Habitat. Eastern Wild Turkeys generally require large tracts of mature hardwoods (especially nut producing species such as oak and beech) interspersed with stands of mature pine. They also require grassy openings and hay and pasture lands for raising their young.
Food habits. Turkeys feed on a wide variety of animal and plant materials such as insects, greens, fruits, berries, seeds, grains, and nuts. During winter, turkeys feed on bayberry fruits, sensitive fern spore heads, burdock seeds and other vegetation around spring-fed brooks and on bare edges of fields. In Maine, turkeys also depend on dairy farms for food to survive winter. Dairy farms provide silage corn and manure containing undigested corn that is either spread on fields or stockpiled for future spreading.
Reproduction. Wild Turkeys in Maine breed during April and May. Dominant toms do most of the breeding. Through elaborate strutting and gobbling, they try to attract and mate with as many hens as they can, which may be as many as 12 or more.
After breeding, hens confine themselves to nesting. They construct nests in shallow depressions on the ground at the base of a tree or stump, under a tangle of brush, or in dense herbaceous cover. One egg is laid each day for up to ten to twelve days. Eggs are incubated by the hen from 26 to 28 days before hatching. If left unguarded, eggs are vulnerable to predators such as crows, skunks, raccoons, and red squirrels, and incubating hens can fall prey to dogs, coyotes, foxes, raccoons, bobcats, fisher, and great horned owls. Poults usually leave the nest the day they are hatched. Hens and their broods frequent field edges and forest openings in search of insects, which provide protein poults need for rapid growth during their early development. After 5-6 weeks of age, young turkeys begin roosting in trees, thus greatly reducing their vulnerability to predators.
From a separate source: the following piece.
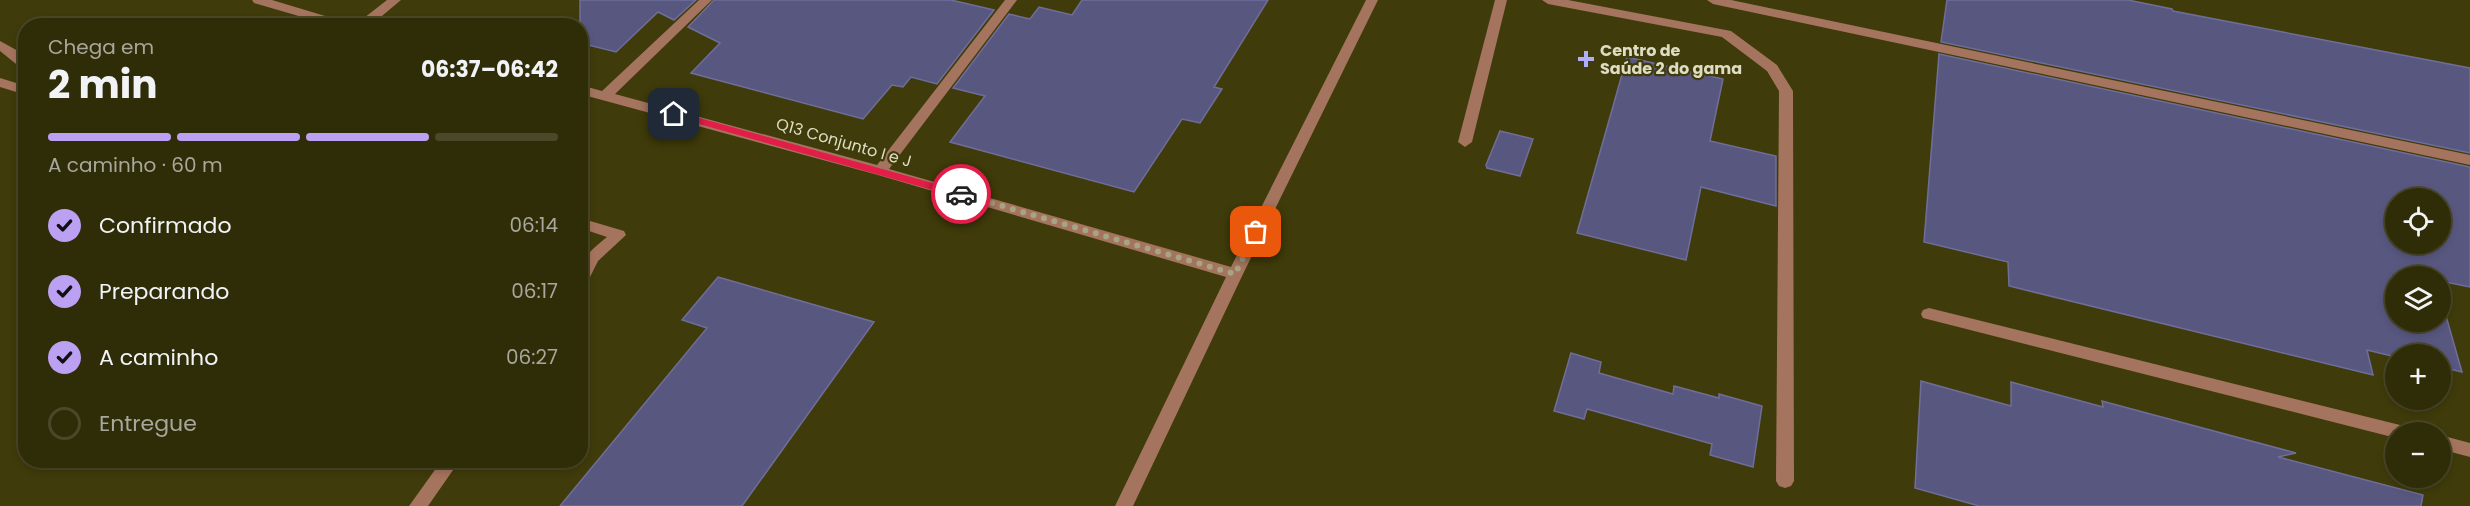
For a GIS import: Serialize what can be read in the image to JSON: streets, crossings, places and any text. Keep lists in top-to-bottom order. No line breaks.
{"streets":{"street":["Q13 Conjunto I e J"]},"places":{"health":["Centro de Saúde 2 do gama"]},"page":{"heading":["2 min","Chega em","06:37–06:42"],"bar":"A caminho · 60 m","map_buttons":["+","−"],"list":[["Confirmado","06:14"],["Preparando","06:17"],["A caminho","06:27"],"Entregue"]}}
Movements. Hens and their poults join other poults and hens to form flocks of 6 - 25 birds (occasionally up to 50 birds) during late summer, fall, and winter. Adult toms generally remain loners, but small groups of 2 to 5 toms of mixed ages are commonly seen throughout the year except breeding season. Feeding turkeys can cover several miles in a day.
Population and distribution trends. Historically, wild turkeys existed in significant numbers in York and Cumberland Counties, and perhaps in lower numbers eastward to Hancock County. From the time of settlement until 1880, agricultural practices intensified until farmland comprised about 90% of York and Cumberland counties. The reduction in forest land and unrestricted hunting are believed to be the two most important factors leading to the extirpation of native wild turkeys in Maine in the early 1800s. Since 1880, many farms have been abandoned and the land has reverted back to forest. By 1970, only 15% of York and Cumberland Counties remained farmland. This reversion of thousands of acres of farmland to wooded habitat greatly enhanced prospects for reestablishing turkeys into their former range.